As I was growing up, my father worked for the Mexican government as an engineer doing these huge projects for power plants and such. He had majored in mechanical and electrical engineering, so he was good at both aspects of his field. At some point in his career, Japan started contracting work from Mexico, and my father was chosen to go to Japan and work on a project for an engineering company, along with a few of his colleagues.
As soon as the Japanese realized that my dad was an expert at both the mechanical and the electrical aspects of engineering, and that they could get two “specialties” in one person, they asked him to work for them directly as an independent contractor. A few projects and trips to Japan later, he retired from his government job and was making enough money to start his own business, which he did with a fellow engineer. Once the Japanese contracts were over, his company worked on projects for the government, which were pretty much what he was doing before he retired, except that this time he was making much more money as an independent contractor. And he was running his own show.
Now, I am not sure if this kind of stuff runs in the genes, or if it is my Gemini nature (as those who are into astrology would say), but “specializing” in one single thing has never been my cup of tea. When I was younger I thought that maybe my tendencies were counterproductive and I was scattering my energy doing many different things at once, but now I realize that it has all worked in my favor. I am able to tackle many a task and be focused on each single aspect (call me perfectionist) and bring it all to completion without losing the focus on my main goal. This, of course, has allowed me to manage a family business, run my own artisan jewelry business, work for other people doing free lance web design and marketing, and be a homeschooling mom!

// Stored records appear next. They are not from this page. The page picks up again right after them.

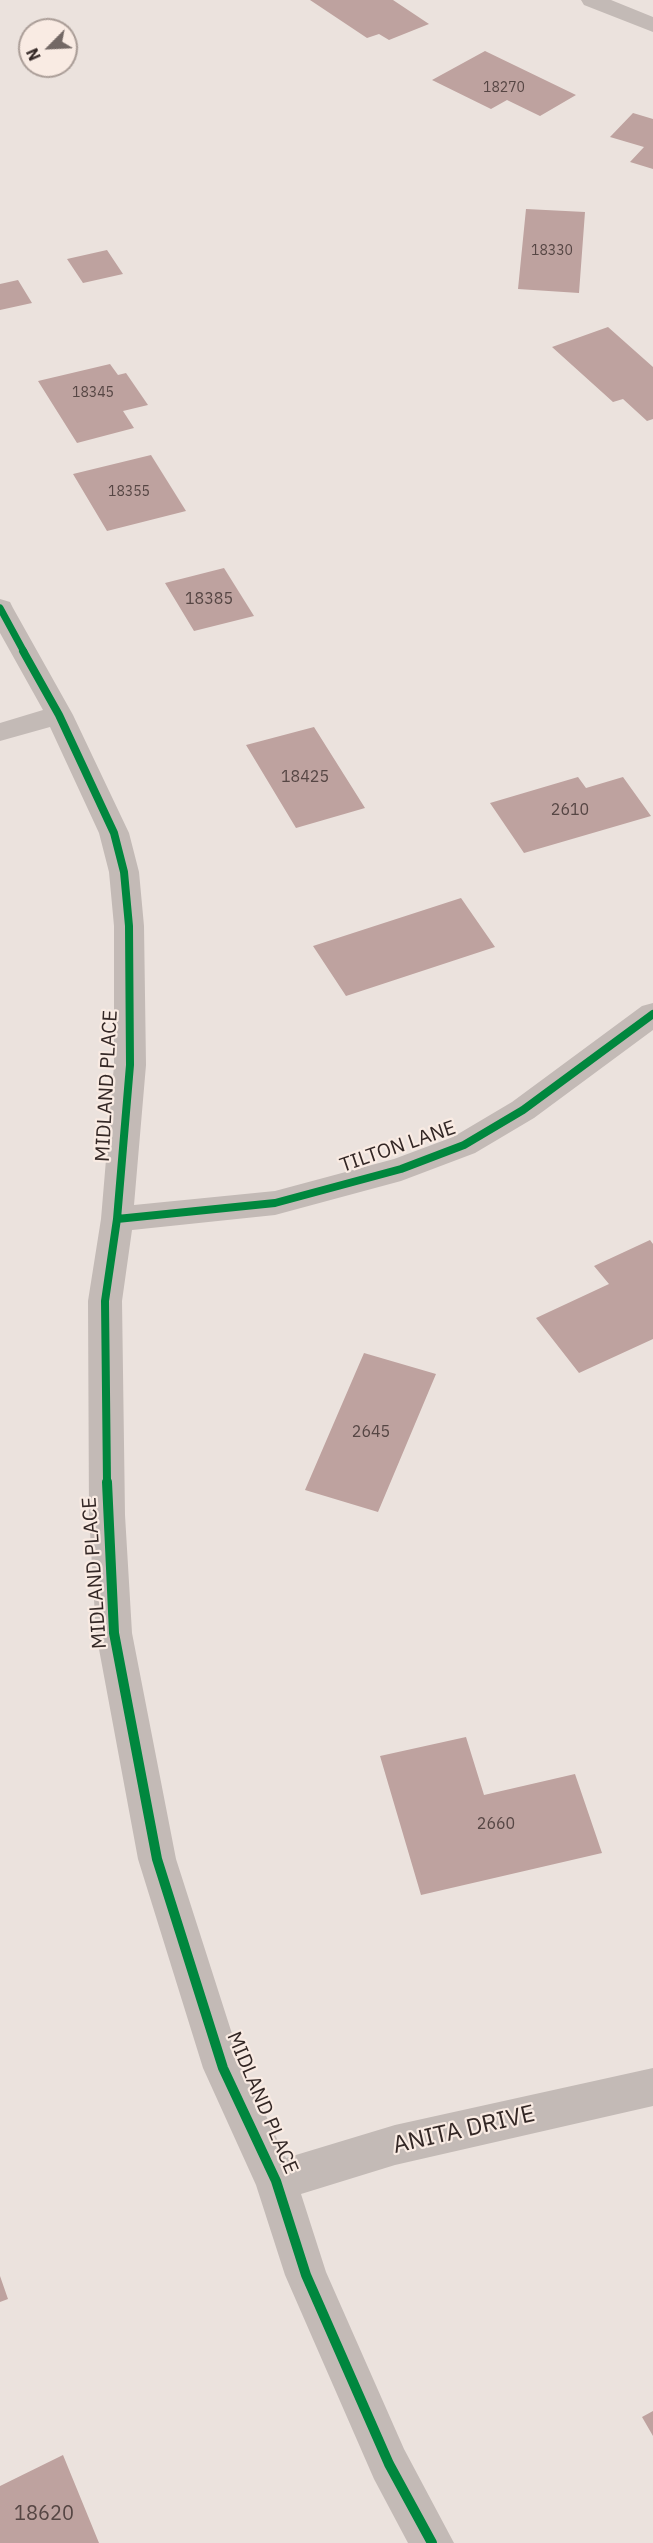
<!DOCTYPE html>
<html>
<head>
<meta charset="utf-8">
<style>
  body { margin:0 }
  #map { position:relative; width:653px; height:2543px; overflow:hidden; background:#ebe2dd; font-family:"IBM Plex Sans",sans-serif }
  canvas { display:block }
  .north { position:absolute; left:18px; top:18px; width:60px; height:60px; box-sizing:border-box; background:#f9ebe3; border:2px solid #aa9d97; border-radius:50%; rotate:246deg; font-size:16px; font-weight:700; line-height:24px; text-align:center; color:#332725 }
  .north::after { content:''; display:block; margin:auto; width:21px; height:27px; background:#736865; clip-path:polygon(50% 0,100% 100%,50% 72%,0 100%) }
</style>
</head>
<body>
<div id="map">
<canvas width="653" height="2543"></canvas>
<div class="north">N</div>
</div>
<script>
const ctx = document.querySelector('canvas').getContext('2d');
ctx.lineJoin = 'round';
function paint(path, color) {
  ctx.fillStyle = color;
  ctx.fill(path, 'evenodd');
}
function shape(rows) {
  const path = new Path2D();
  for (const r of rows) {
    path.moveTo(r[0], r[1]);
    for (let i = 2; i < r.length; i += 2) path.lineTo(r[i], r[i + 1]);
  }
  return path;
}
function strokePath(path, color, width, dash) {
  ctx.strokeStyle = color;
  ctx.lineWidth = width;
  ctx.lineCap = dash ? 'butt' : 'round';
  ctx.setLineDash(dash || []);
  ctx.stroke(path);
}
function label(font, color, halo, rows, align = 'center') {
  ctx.font = font + ' "IBM Plex Sans",sans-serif';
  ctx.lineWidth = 4.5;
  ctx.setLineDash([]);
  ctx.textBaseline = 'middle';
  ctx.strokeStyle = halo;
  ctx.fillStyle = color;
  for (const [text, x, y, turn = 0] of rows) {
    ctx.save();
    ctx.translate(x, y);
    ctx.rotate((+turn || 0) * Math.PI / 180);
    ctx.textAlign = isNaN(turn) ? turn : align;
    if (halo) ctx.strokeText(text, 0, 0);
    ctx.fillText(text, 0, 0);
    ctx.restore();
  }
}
const building = shape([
  [310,0,393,0,429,24,389,40,379,34,367,38],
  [485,51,576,95,540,116,507,100,491,109,432,80],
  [633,113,653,119,653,169,630,162,644,147,610,137],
  [526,209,585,212,579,293,518,289],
  [107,250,123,274,83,283,67,259],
  [18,280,32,303,0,310,0,284],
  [608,327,653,367,653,419,647,421,623,399,613,402,552,347],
  [110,364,118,375,126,373,148,405,123,411,134,428,77,443,38,381],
  [151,455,186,511,107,531,73,474],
  [224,568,254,616,194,631,165,583],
  [314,727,365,808,296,828,246,745],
  [578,777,586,788,623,777,651,816,524,853,490,803],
  [461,898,495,947,346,996,313,946],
  [650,1240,653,1244,653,1339,579,1373,536,1318,609,1284,594,1266],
  [364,1353,436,1374,378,1512,305,1490],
  [466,1737,484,1795,575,1774,602,1853,421,1895,380,1756],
  [0,2276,8,2299,0,2302],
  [653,2411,653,2436,642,2417],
  [63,2455,99,2543,0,2543,0,2486]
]);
const minor = shape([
  [581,0,611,0,653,17,653,32,584,5,581,0],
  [0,599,10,602,13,608,73,715,129,833,139,872,144,926,146,1065,134,1205,275,1191,394,1159,453,1137,512,1102,642,1006,653,1003,653,1030,534,1118,475,1153,401,1181,275,1215,132,1230,122,1301,125,1515,132,1633,176,1859,242,2065,286,2158,395,2125,653,2068,653,2106,395,2165,301,2194,326,2272,404,2449,454,2543,408,2543,374,2479,285,2275,256,2185,203,2068,138,1859,96,1633,89,1515,88,1301,101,1219,114,1065,114,926,109,872,99,833,50,727,0,741,0,723,43,710,0,633,0,599]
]);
const cyclewayFar2 = shape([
  [0,608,24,652]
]);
const cyclewayFar1 = shape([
  [23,651,59,715,114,833,124,872,129,926,130,1065,117,1219,105,1301,107,1483],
  [117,1219,275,1203,401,1169,464,1145,523,1110,653,1014]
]);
const cycleway = shape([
  [107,1482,114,1633,157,1859,223,2068,276,2181,306,2275,389,2464,432,2543]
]);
const farNumbernames = [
  ["18270",504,88],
  ["18330",552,251],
  ["18345",93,393],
  ["18355",129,492]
];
const numberNames = [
  ["18385",209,599],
  ["18425",305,777],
  ["2610",570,810],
  ["2645",371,1432],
  ["2660",496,1824]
];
const streetNames = [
  ["MIDLAND PLACE",107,1086,-87],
  ["TILTON LANE",398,1147,-19],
  ["MIDLAND PLACE",95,1573,-94],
  ["MIDLAND PLACE",262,2103,67]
];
const nearNumbernames = [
  ["18620",44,2514]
];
const nearStreetnames = [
  ["ANITA DRIVE",464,2130,-13]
];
paint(building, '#bea29f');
paint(minor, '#c3bab6');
strokePath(cyclewayFar2, '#00873e', 7);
strokePath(cyclewayFar1, '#00873e', 8);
strokePath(cycleway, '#00873e', 10);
label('14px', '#564644', null, farNumbernames);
label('16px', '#564644', null, numberNames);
label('20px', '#332725', '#f9ebe3', streetNames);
label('20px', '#564644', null, nearNumbernames);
label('24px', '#332725', '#f9ebe3', nearStreetnames);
</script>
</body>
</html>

My secret… I am always willing to learn what it takes to get things done and never walk away from the task at hand, no matter how much work it entails. Yes, it can be daunting and overwhelming at times, but in the end it’s also incredibly rewarding to see how much I’ve learned along the way, which means that things do get easier (and less overwhelming) as time goes by.
My husband and I started our Ayurvedic clinic 9 years ago, completely from scratch and on a very tight budget. He put his Ayurvedic expertise into practice helping clients with their health issues, while I put the business on the map, so to speak, through printed and online marketing. Of course, throughout these years I have learned so much about desktop publishing, printing, the internet, graphic and web design, shopping carts, photography, business management, computers, accounting, and so on. Some of my husband’s clients, who run their own businesses and can see how I manage ours, have mentioned many times, “I need a Yol!”
So I thought that maybe I should start sharing some of the business and marketing lessons I have learned all these years (and keep learning as the internet expands and changes), so that other self-employed artisans and creative types like me can benefit from my experience and insight.
Rather than making this post much longer today, I will just get started with a few thoughts for you to meditate on: You do not have to sound like a car salesman to promote your services or products. Actually, the more you sound like a car salesman, the more you will turn people off. Remember that your best marketing is your own service or product, so let it speak for itself by doing the best that you can, and more. Give 110% of your energy every single time.
Most business articles I’ve come across mention that you should do some market research to see what is missing in your community, or what sells and what doesn’t, before you quit your day job and start a business that will succeed. My guess is that this type of advice comes from standard business and marketing 101, which it is very helpful if want to start a business like say, a chain restaurant, or a kinko’s, or a dry cleaner, but it doesn’t necessarily apply to the self-employed creative type (artist, artisan, healer, herbalist, crafter, yoga teacher, etc.). Why? Because in this case I’d advise you to do what you LOVE and believe in, and not what the business manuals say. The energy you put into what you love will come back in many rewarding (and often unexpected) ways. As you focus on what you love to do, your own “style” and niche will surface.
If your budget is tight, then you will need to put a lot more of your energy to market what you have to offer the world. But first you need to make sure that what you have to offer the world is the best you can do and is truly you. And you cannot give 110% of yourself to what you do unless you absolutely love it!